CT scan of the chest on day of admission and 2 weeks later
Upper lobe (A) and lower lobe (B), showing bilateral ground-glass opacities, mass-like high-density shadow in left lung with partial consolidation, patchy high-density shadow in the right lung, and a small amount of fluid in the left pleural cavity; upper lobe (C) and lower lobe (D), showing a substantial improvement with a marked reduction of pulmonary exudative lesions.
After the first positive test for COVID-19 infection, the attending physician must, by protocol, verify the source and possible transmission of COVID-19. Initially, the patient denied any recent travel to Wuhan or having had any close contact with others who had visited endemic outbreak areas. However, after being informed of the serious risk of disease transmission to others, he provided a detailed history of his travel activities before admission. He admitted having travelled to Wuhan between Jan 12–18, 2020. He travelled back to Wenzhou, which became the second epicenter of the outbreak in early February. Those who travelled from Wuhan were advised by local government to conduct self-isolation at home for 14 days. He stated he had been in home isolation after returning from Wuhan, and subsequently developed fever and acute respiratory symptoms by Feb 12, 2020. The patient also explained he assumed he had a recurrent flu, common given his frail condition, rather than COVID-19.
Without the complete travel history, COVID-19 infection was not initially suspected, because his whole blood cell and lymphocyte counts were high because of his chronic lymphocytic leukaemia masking a potential infection. However, the attending physician noticed that although symptoms could be the result of a recurrent infection, his chest CT scan resembled that of a patient with COVID-19. This case is interesting because the estimated incubation period for COVID-19 infection is thought to be no more than 14 days, according to the Chinese interim guidance. However, a retrospective review of the patient's condition suggested an incubation period of about 25 days.
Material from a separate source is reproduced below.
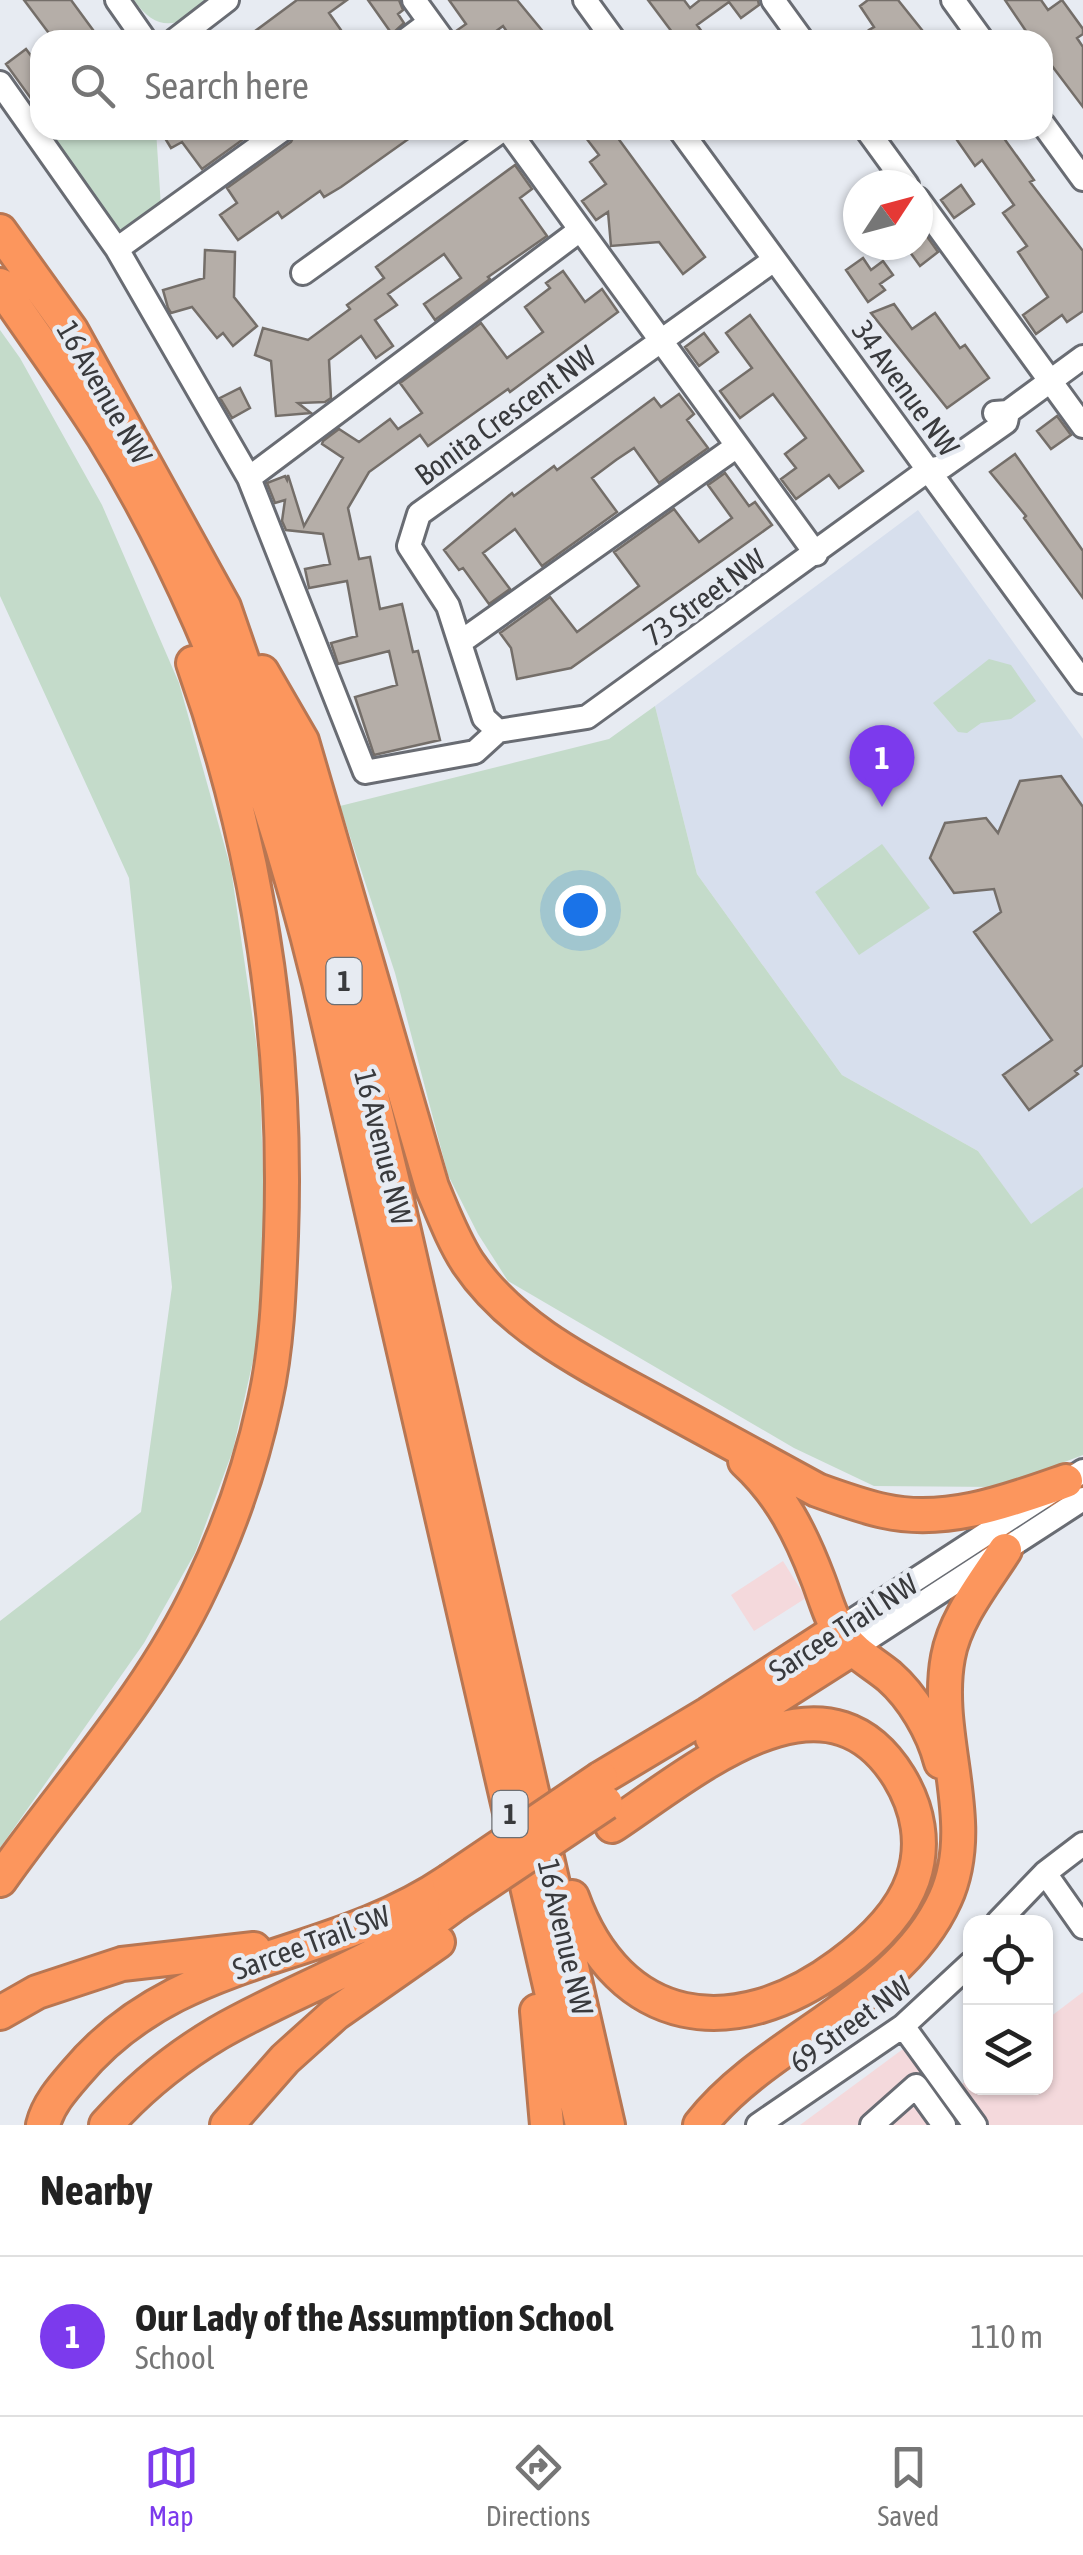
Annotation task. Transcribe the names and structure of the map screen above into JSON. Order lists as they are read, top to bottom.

In conclusion, clinical and biochemical data of COVID-19 might be partly masked by coexisting chronic lymphocytic leukaemia; better diagnostic strategies (ie, superior CT differential techniques such as radiomics) could be used for diagnosis; individuals with compromised immune status might be subjected to a longer incubation period (although the underlying mechanisms are not known); and it remains uncertain whether the combination of chemotherapy, corticosteroids, α-interferon, and immunoglobulins could work synergistically in patients with chronic lymphocytic leukaemia and COVID-19.
Acknowledgments
Acknowledgments
The authors thank Prof Christopher D Byrne (Faculty of Medicine, University of Southampton and Southampton NIHR Biomedical Research Centre, University Hospital Southampton, UK) and Prof Giovanni Targher (Department of Medicine, Azienda Ospedaliera Universitaria Integrata Verona, Verona, Italy) for proof reading and comments on the manuscript.
Contributors
Written consent for publication was obtained from the patient. M-HZ, J-XH, KIZ, H-KH, and Y-PX were involved in data collection, analysis, and interpretation. J-XH and KIZ wrote the manuscript. M-HZ critically revised the manuscript.
Declaration of interests
We declare no competing interests.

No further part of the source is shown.